Make an exact copy of the entries below, with all images left out.

★ ★ ★ ★

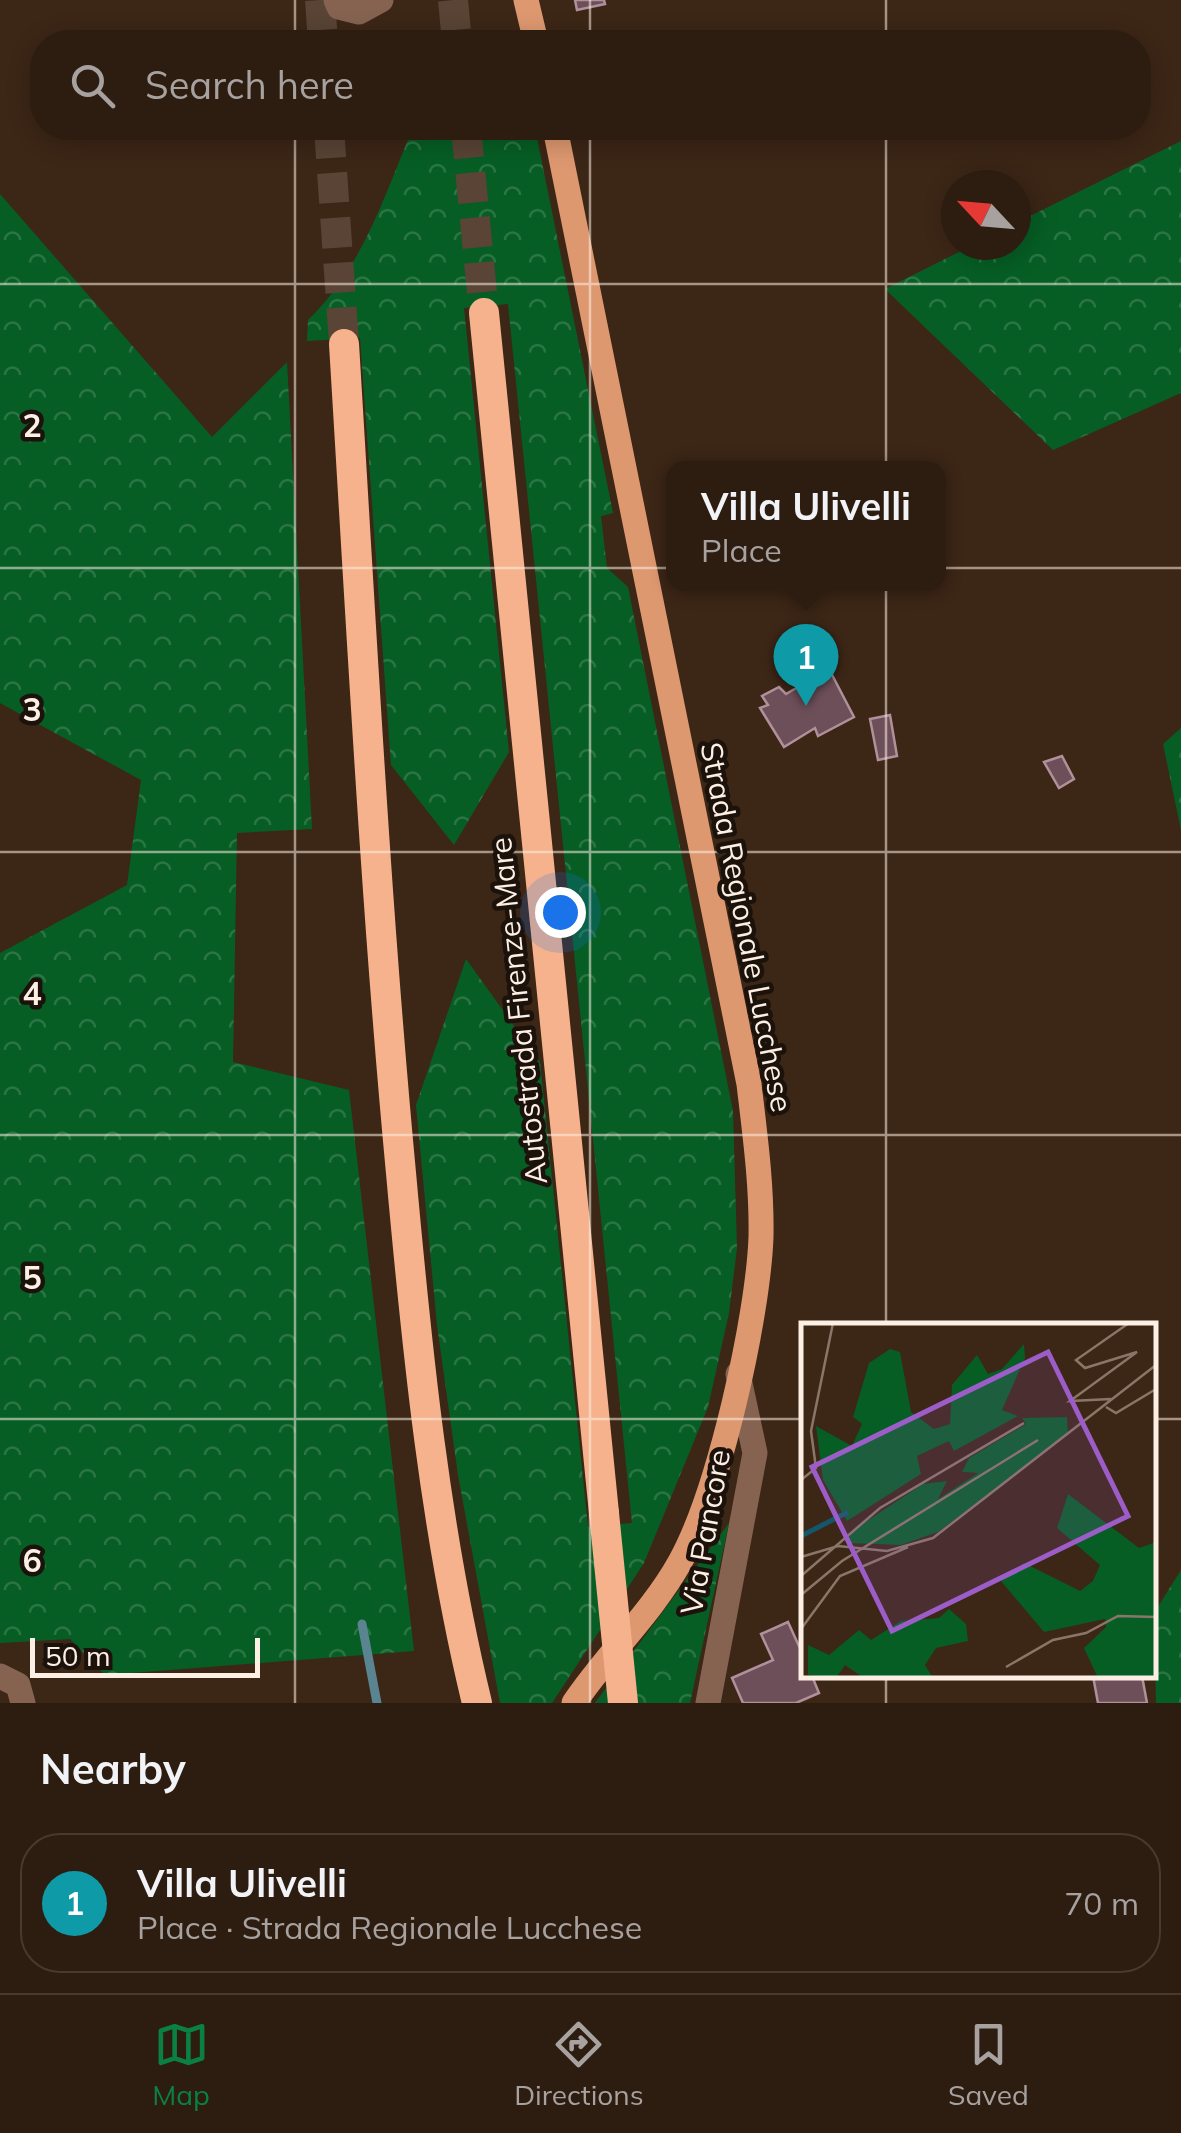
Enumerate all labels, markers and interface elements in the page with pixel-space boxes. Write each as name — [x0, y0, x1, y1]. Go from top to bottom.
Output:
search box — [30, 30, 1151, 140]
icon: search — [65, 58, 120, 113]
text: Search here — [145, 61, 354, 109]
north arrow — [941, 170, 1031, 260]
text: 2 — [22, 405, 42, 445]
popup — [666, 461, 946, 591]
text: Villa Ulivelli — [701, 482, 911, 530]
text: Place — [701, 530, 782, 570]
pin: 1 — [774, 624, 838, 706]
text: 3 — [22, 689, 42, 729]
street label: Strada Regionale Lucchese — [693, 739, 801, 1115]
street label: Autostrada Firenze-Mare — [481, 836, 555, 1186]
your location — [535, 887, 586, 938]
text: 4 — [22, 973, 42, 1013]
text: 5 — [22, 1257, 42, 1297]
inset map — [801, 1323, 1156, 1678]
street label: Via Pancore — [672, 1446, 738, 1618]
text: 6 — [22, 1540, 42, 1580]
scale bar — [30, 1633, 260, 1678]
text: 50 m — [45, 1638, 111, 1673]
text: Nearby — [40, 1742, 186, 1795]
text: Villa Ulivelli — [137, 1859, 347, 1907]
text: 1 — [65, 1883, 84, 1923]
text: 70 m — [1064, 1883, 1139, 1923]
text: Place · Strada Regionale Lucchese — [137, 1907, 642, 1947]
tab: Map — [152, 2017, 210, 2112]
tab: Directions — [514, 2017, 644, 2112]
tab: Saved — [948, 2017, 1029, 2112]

★ ★ ★ ★

(OUTPUT OF THE TASK):
Enumerate all labels, markers and interface elements in the page with pixel-space boxes. Write each as name — [x0, y0, x1, y1]. Go from top to bottom.
Output:
search box — [30, 30, 1151, 140]
icon: search — [65, 58, 120, 113]
text: Search here — [145, 61, 354, 109]
north arrow — [941, 170, 1031, 260]
text: 2 — [22, 405, 42, 445]
popup — [666, 461, 946, 591]
text: Villa Ulivelli — [701, 482, 911, 530]
text: Place — [701, 530, 782, 570]
pin: 1 — [774, 624, 838, 706]
text: 3 — [22, 689, 42, 729]
street label: Strada Regionale Lucchese — [693, 739, 801, 1115]
street label: Autostrada Firenze-Mare — [481, 836, 555, 1186]
your location — [535, 887, 586, 938]
text: 4 — [22, 973, 42, 1013]
text: 5 — [22, 1257, 42, 1297]
inset map — [801, 1323, 1156, 1678]
street label: Via Pancore — [672, 1446, 738, 1618]
text: 6 — [22, 1540, 42, 1580]
scale bar — [30, 1633, 260, 1678]
text: 50 m — [45, 1638, 111, 1673]
text: Nearby — [40, 1742, 186, 1795]
text: Villa Ulivelli — [137, 1859, 347, 1907]
text: 1 — [65, 1883, 84, 1923]
text: 70 m — [1064, 1883, 1139, 1923]
text: Place · Strada Regionale Lucchese — [137, 1907, 642, 1947]
tab: Map — [152, 2017, 210, 2112]
tab: Directions — [514, 2017, 644, 2112]
tab: Saved — [948, 2017, 1029, 2112]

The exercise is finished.